* _Problem_
Where the string "Apartment" shows up in a line of the records, copy that line.

------

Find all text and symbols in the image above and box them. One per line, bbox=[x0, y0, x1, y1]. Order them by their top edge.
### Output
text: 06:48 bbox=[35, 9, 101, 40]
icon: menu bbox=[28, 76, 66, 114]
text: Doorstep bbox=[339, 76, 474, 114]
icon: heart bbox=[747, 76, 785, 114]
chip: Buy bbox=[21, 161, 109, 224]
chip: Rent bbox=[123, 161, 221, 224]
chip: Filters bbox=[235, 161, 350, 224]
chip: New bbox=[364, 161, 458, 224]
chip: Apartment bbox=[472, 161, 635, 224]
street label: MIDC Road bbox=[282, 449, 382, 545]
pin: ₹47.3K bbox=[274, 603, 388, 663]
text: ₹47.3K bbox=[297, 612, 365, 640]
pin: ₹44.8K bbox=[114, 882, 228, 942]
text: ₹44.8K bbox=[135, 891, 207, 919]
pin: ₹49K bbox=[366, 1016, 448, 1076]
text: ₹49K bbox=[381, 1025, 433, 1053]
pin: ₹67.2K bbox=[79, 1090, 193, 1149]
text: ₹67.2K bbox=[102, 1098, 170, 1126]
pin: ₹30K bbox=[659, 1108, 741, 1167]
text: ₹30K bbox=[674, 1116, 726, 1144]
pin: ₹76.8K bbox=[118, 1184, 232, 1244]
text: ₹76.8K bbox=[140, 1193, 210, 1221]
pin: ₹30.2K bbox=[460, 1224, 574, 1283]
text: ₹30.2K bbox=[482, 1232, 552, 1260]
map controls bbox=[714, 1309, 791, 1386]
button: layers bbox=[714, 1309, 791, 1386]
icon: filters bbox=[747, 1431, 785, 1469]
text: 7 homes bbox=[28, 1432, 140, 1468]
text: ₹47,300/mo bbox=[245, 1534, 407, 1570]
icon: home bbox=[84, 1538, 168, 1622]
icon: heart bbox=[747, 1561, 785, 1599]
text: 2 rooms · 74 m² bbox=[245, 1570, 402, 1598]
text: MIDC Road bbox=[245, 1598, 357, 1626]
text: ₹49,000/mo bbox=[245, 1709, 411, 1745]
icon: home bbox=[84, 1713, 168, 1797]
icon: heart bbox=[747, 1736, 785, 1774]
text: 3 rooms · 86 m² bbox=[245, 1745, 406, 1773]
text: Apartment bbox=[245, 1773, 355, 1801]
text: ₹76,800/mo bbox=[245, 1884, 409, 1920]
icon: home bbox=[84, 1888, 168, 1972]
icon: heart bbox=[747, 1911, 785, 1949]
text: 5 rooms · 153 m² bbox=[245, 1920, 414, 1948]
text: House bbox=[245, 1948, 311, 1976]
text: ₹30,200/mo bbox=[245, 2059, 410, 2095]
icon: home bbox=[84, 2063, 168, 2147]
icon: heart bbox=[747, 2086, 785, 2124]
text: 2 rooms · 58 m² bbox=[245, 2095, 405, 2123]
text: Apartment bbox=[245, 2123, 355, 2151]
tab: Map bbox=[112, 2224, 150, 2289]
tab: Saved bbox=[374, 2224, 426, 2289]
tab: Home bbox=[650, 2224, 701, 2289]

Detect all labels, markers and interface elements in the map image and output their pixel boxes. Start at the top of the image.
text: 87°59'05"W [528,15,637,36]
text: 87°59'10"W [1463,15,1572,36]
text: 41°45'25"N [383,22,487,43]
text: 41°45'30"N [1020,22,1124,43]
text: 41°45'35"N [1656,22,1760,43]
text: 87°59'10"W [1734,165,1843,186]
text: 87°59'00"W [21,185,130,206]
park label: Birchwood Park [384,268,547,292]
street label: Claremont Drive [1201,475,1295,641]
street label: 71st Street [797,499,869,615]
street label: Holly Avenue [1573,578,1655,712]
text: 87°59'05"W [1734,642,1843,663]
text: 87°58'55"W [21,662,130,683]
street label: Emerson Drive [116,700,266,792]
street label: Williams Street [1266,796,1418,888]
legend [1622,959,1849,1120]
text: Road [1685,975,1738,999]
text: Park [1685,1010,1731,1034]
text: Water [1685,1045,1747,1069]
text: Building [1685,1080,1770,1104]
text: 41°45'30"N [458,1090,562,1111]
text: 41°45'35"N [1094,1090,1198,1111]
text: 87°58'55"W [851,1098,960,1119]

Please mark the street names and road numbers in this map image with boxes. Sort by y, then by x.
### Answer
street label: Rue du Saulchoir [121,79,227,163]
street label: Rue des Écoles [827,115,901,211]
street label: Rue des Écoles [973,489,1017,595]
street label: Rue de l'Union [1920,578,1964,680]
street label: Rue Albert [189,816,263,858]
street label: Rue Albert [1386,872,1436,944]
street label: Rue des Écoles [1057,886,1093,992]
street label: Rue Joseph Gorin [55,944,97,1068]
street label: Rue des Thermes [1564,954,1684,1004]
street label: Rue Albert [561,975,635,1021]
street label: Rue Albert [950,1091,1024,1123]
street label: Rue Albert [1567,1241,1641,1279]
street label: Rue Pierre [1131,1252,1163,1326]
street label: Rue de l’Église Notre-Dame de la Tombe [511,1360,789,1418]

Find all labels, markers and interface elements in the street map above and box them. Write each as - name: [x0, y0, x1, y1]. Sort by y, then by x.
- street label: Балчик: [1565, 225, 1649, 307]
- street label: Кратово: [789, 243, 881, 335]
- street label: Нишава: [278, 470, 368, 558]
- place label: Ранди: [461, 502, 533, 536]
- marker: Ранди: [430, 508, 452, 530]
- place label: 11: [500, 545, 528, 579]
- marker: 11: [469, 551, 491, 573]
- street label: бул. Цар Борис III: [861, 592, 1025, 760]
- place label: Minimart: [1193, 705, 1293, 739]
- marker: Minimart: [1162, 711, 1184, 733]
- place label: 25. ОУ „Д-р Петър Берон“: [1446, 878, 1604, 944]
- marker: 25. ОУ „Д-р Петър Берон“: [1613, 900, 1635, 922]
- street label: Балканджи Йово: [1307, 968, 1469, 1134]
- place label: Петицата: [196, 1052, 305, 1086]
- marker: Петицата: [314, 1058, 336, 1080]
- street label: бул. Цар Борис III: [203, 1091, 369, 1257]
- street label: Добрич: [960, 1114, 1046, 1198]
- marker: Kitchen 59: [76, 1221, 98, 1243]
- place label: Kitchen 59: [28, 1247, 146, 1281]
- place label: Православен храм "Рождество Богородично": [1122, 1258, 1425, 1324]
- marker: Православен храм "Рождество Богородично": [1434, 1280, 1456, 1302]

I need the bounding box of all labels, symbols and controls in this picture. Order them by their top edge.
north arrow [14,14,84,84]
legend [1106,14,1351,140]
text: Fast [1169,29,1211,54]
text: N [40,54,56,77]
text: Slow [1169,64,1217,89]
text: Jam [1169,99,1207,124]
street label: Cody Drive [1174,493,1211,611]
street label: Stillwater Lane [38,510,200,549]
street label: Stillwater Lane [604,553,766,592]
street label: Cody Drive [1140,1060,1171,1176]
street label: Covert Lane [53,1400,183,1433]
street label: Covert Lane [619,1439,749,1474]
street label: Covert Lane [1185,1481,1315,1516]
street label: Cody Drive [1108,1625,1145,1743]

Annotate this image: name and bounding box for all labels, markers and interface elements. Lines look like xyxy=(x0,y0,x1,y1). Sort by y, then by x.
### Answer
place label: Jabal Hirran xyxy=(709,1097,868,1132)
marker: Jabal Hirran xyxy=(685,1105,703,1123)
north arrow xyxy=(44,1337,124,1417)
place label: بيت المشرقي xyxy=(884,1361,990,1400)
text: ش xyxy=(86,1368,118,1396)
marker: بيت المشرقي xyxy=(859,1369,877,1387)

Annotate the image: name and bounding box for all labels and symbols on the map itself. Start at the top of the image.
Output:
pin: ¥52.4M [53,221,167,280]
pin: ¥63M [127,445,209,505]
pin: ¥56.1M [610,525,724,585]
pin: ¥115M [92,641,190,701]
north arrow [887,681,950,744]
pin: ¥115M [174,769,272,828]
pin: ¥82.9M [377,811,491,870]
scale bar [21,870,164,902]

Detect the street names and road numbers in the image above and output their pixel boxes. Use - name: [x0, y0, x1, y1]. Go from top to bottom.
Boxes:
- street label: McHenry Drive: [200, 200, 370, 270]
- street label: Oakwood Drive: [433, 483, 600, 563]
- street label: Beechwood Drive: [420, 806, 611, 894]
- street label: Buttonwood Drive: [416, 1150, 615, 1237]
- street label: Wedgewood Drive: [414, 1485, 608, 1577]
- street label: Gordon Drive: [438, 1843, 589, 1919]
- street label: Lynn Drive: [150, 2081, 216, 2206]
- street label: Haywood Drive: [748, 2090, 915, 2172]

------

* _Answer area_
chip: Apartment bbox=[472, 161, 635, 224]
text: Apartment bbox=[245, 1773, 355, 1801]
text: Apartment bbox=[245, 2123, 355, 2151]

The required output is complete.